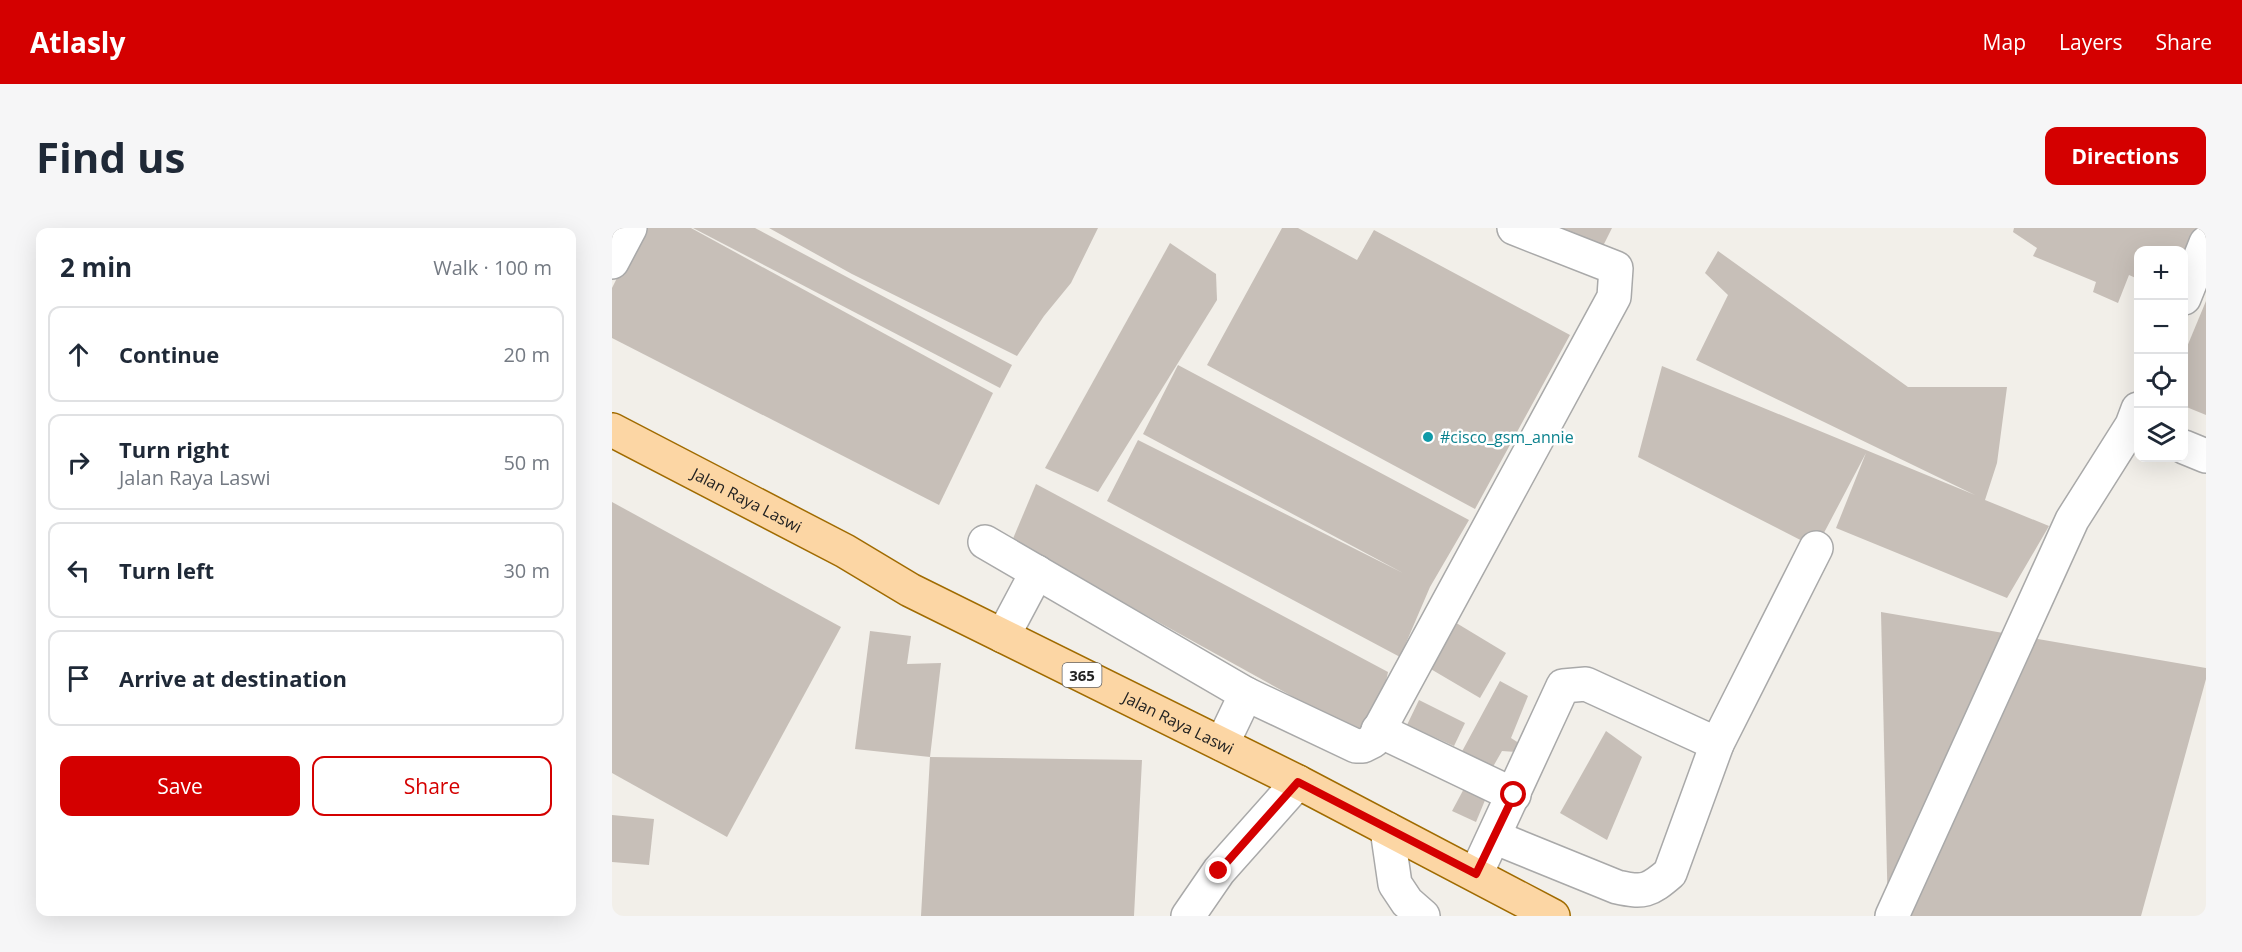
<!DOCTYPE html>
<html lang="en">
<head>
<meta charset="utf-8">
<style>
  :root { --surface:#fff; --page:#f6f6f7; --text:#1f2937; --muted:#747a83; --line:#e0e1e3; --accent:#d40000 }
  body { margin:0; font-family:"Open Sans",sans-serif; background:var(--page); color:var(--text) }
  .controls { position:absolute; right:18px; top:18px; display:grid; overflow:hidden; border-radius:12px; box-shadow:0 6px 24px #0002 }
  .controls button { width:54px; height:54px; display:grid; place-items:center; padding:0; border:0; border-bottom:2px solid var(--line); background:var(--surface); color:var(--text); font:30px sans-serif }
  .stop { position:absolute; width:18px; height:18px; margin:-14px; border:4px solid #d40000; border-radius:50%; background:#fff }
  .stop.end { background:#d40000; border-color:#fff; box-shadow:0 2px 6px #0008 }
  .list { margin:0; padding:0; list-style:none }
  h2 { display:flex; justify-content:space-between; align-items:center; height:78px; margin:0; padding:0 24px; font-size:26px }
  h2 small { font-size:20px; font-weight:400; color:var(--muted) }
  .list li { display:grid; grid-template-columns:39px 1fr auto; gap:18px; align-items:center; box-sizing:border-box; height:96px; margin:0 12px 12px; padding:0 12px; border:2px solid var(--line); border-radius:12px }
  .list b { display:block; font-size:22px; white-space:nowrap }
  .list p { margin:0; font-size:20px; white-space:nowrap; color:var(--muted) }
  .list em { font-size:20px; font-style:normal; color:var(--muted) }
  .actions { display:flex; gap:12px; padding:18px 24px }
  .actions a { flex:1; padding:14px 0; border:2px solid var(--accent); border-radius:12px; text-align:center; font-size:21px; color:var(--accent) }
  .actions .main { background:var(--accent); color:#fff }
  .icon { flex:none; width:33px; height:33px; fill:none; stroke:currentColor; stroke-width:2; stroke-linecap:round; stroke-linejoin:round }
  .map { position:relative; flex:none; width:1594px; height:688px; overflow:hidden; border-radius:12px }
  header { display:flex; align-items:center; gap:36px; box-sizing:border-box; height:84px; padding:0 30px; background:var(--accent); color:#fff }
  header strong { font-size:28px }
  nav { display:flex; gap:33px; margin-inline-start:auto; font-size:21px }
  .intro { display:flex; align-items:center; justify-content:space-between; box-sizing:border-box; height:144px; padding:0 36px }
  h1 { margin:0; font-size:42px }
  .button { padding:15px 27px; border-radius:12px; background:var(--accent); color:#fff; font-size:21px; font-weight:700 }
  main { display:flex; gap:36px; padding:0 36px }
  aside { flex:1; background:var(--surface); border-radius:12px; box-shadow:0 6px 24px #0002 }
  .map>svg:first-child { display:block }
</style>
</head>
<body>
<header>
<strong>Atlasly</strong>
<nav><a>Map</a><a>Layers</a><a>Share</a></nav>
</header>
<div class="intro"><h1>Find us</h1><a class="button">Directions</a></div>
<main>
<aside>
<h2>2 min<small>Walk · 100 m</small></h2>
<ul class="list">
<li><svg class="icon" aria-label="ahead" viewBox="0 0 24 24"><path d="M12 20V5M6 11l6-6 6 6"/></svg><div><b>Continue</b></div><em>20 m</em></li>
<li><svg class="icon" aria-label="right" viewBox="0 0 24 24"><path d="M7 20v-9h11M14 6l5 5-5 5"/></svg><div><b>Turn right</b><p>Jalan Raya Laswi</p></div><em>50 m</em></li>
<li><svg class="icon" aria-label="left" viewBox="0 0 24 24"><path d="M17 20v-9H6M10 6l-5 5 5 5"/></svg><div><b>Turn left</b></div><em>30 m</em></li>
<li><svg class="icon" aria-label="arrive" viewBox="0 0 24 24"><path d="M6 21V4h12l-3 4 3 4H6"/></svg><div><b>Arrive at destination</b></div></li>
</ul>
<div class="actions"><a class="main">Save</a><a>Share</a></div>
</aside>
<div class="map">
<svg width="1594" height="688" viewBox="0 0 1594 688">
  <rect width="100%" height="100%" fill="#f2efe9"/>
  <g fill="#c7bfb8">
    <path d="M30 0H79L381 165 327 277 0 110V60Z"/>
    <path d="M81 0H143L400 137 388 160Z"/>
    <path d="M157 0H486L459 55 432 88 405 128 240 46Z"/>
    <path d="M670 0H686L745 32 762 2 958 107 863 281 595 137Z"/>
    <path d="M951 0H1000L990 20 951 6Z"/>
    <path d="M1402 0H1590L1572 43V22H1526V51L1517 47 1506 75 1481 64 1484 54 1421 28 1425 20 1401 4Z"/>
    <path d="M558 15 604 46 605 72 486 264 433 240Z"/>
    <path d="M1106 23 1296 159H1395L1385 235 1373 272 1437 298 1395 370 1224 300 1254 225 1204 320 1026 229 1050 138 1363 267 1084 132 1116 67 1093 45Z"/>
    <path d="M1594 73V187L1572 178V126Z"/>
    <path d="M566 137 857 292 818 359 788 429 495 273 526 212 791 345 531 206Z"/>
    <path d="M424 256 776 444 761 513 400 313Z"/>
    <path d="M0 274 229 399 115 609 0 545Z"/>
    <path d="M1269 384 1594 440V451L1529 688H1276Z"/>
    <path d="M841 393 894 425 868 470 817 440Z"/>
    <path d="M258 403 299 408 295 436 329 435 318 529 530 532 522 688H309L318 529 243 521Z"/>
    <path d="M888 453 916 468 899 510 910 517 904 524 890 523 878 544 847 529Z"/>
    <path d="M807 472 853 495 842 518 795 497Z"/>
    <path d="M994 503 1030 529 995 612 948 585Z"/>
    <path d="M855 555 876 565 864 594 840 583Z"/>
    <path d="M0 587 42 591 37 637 0 634Z"/>
  </g>
  <g fill="none" stroke-linecap="round" stroke-linejoin="round">
    <g stroke="#a9a9a9" stroke-width="36">
      <g id="minor">
        <path d="M0 34 18 0"/>
        <path d="M1572 70 1594 15"/>
        <path d="M1572 219 1594 228"/>
        <path d="M373 314 634 466 744 518H751L761 513 1002 69 1004 40 902 0"/>
        <path d="M391 408 425 344"/>
        <path d="M766 502 902 567"/>
        <path d="M610 516 634 466"/>
        <path d="M775 601 783 656 795 674 811 688"/>
        <path d="M882 609 1005 659C1032 665 1037 663 1058 645L1105 516 1204 320"/>
        <path d="M864 646 951 458 974 456 1105 516"/>
        <path d="M576 688 607 643 686 554"/>
        <path d="M1280 688 1460 292 1520 197 1526 181"/>
      </g>
    </g>
    <g stroke="#a06b00" stroke-width="36">
      <g id="major">
        <path id="s1" d="M0 202 233 323 298 362 686 554 941 688"/>
      </g>
    </g>
    <use href="#minor" stroke="#fff" stroke-width="33"/>
    <use href="#major" stroke="#fcd6a4" stroke-width="33"/>
  </g>
  <g fill="none" stroke-linecap="round" stroke-linejoin="round">
    <path stroke="#d40000" stroke-width="8" d="M607 643 686 554 864 646 902 567"/>
  </g>
  <circle fill="#0f9aa8" stroke="#fff" stroke-width="2" cx="816" cy="209" r="6"/>
  <g text-anchor="middle" dominant-baseline="central" stroke-width="5" stroke-linejoin="round" paint-order="stroke">
    <rect fill="#fff" stroke="#646464" stroke-width="1.5" x="450.5" y="435" width="39" height="24" rx="4.5"/>
    <g font-size="15" font-weight="bold" fill="#222">
      <text x="470" y="447">365</text>
    </g>
    <g font-size="16" fill="#0d838f" stroke="#fff" text-anchor="start">
      <text x="828" y="209">#cisco_gsm_annie</text>
    </g>
    <g font-size="16" fill="#222" stroke="#fff">
      <text stroke="none"><textPath href="#s1" startOffset="152">Jalan Raya Laswi</textPath></text>
      <text stroke="none"><textPath href="#s1" startOffset="638">Jalan Raya Laswi</textPath></text>
    </g>
  </g>
</svg>
<div class="controls">
<button>+</button>
<button>−</button>
<button><svg class="icon" aria-label="locate" viewBox="0 0 24 24"><circle cx="12" cy="12" r="6"/><path d="M12 2v4M12 18v4M2 12h4M18 12h4"/></svg></button>
<button><svg class="icon" aria-label="layers" viewBox="0 0 24 24"><path d="M12 4l9 5-9 5-9-5zM3 14l9 5 9-5"/></svg></button>
</div>
<div class="stop" style="left:902px;top:567px"></div>
<div class="stop end" style="left:607px;top:643px"></div>
</div>
</main>
</body>
</html>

+--

▶ What to produce
Could you write out, exactly as they stand, only the lines above that begin at the line with "display:flex; gap:33px; margin-inline-start:auto;" and stop after the line with "Raya Laswi</p></div><em>50 m</em></li>"?

▶ Written response
  nav { display:flex; gap:33px; margin-inline-start:auto; font-size:21px }
  .intro { display:flex; align-items:center; justify-content:space-between; box-sizing:border-box; height:144px; padding:0 36px }
  h1 { margin:0; font-size:42px }
  .button { padding:15px 27px; border-radius:12px; background:var(--accent); color:#fff; font-size:21px; font-weight:700 }
  main { display:flex; gap:36px; padding:0 36px }
  aside { flex:1; background:var(--surface); border-radius:12px; box-shadow:0 6px 24px #0002 }
  .map>svg:first-child { display:block }
</style>
</head>
<body>
<header>
<strong>Atlasly</strong>
<nav><a>Map</a><a>Layers</a><a>Share</a></nav>
</header>
<div class="intro"><h1>Find us</h1><a class="button">Directions</a></div>
<main>
<aside>
<h2>2 min<small>Walk · 100 m</small></h2>
<ul class="list">
<li><svg class="icon" aria-label="ahead" viewBox="0 0 24 24"><path d="M12 20V5M6 11l6-6 6 6"/></svg><div><b>Continue</b></div><em>20 m</em></li>
<li><svg class="icon" aria-label="right" viewBox="0 0 24 24"><path d="M7 20v-9h11M14 6l5 5-5 5"/></svg><div><b>Turn right</b><p>Jalan Raya Laswi</p></div><em>50 m</em></li>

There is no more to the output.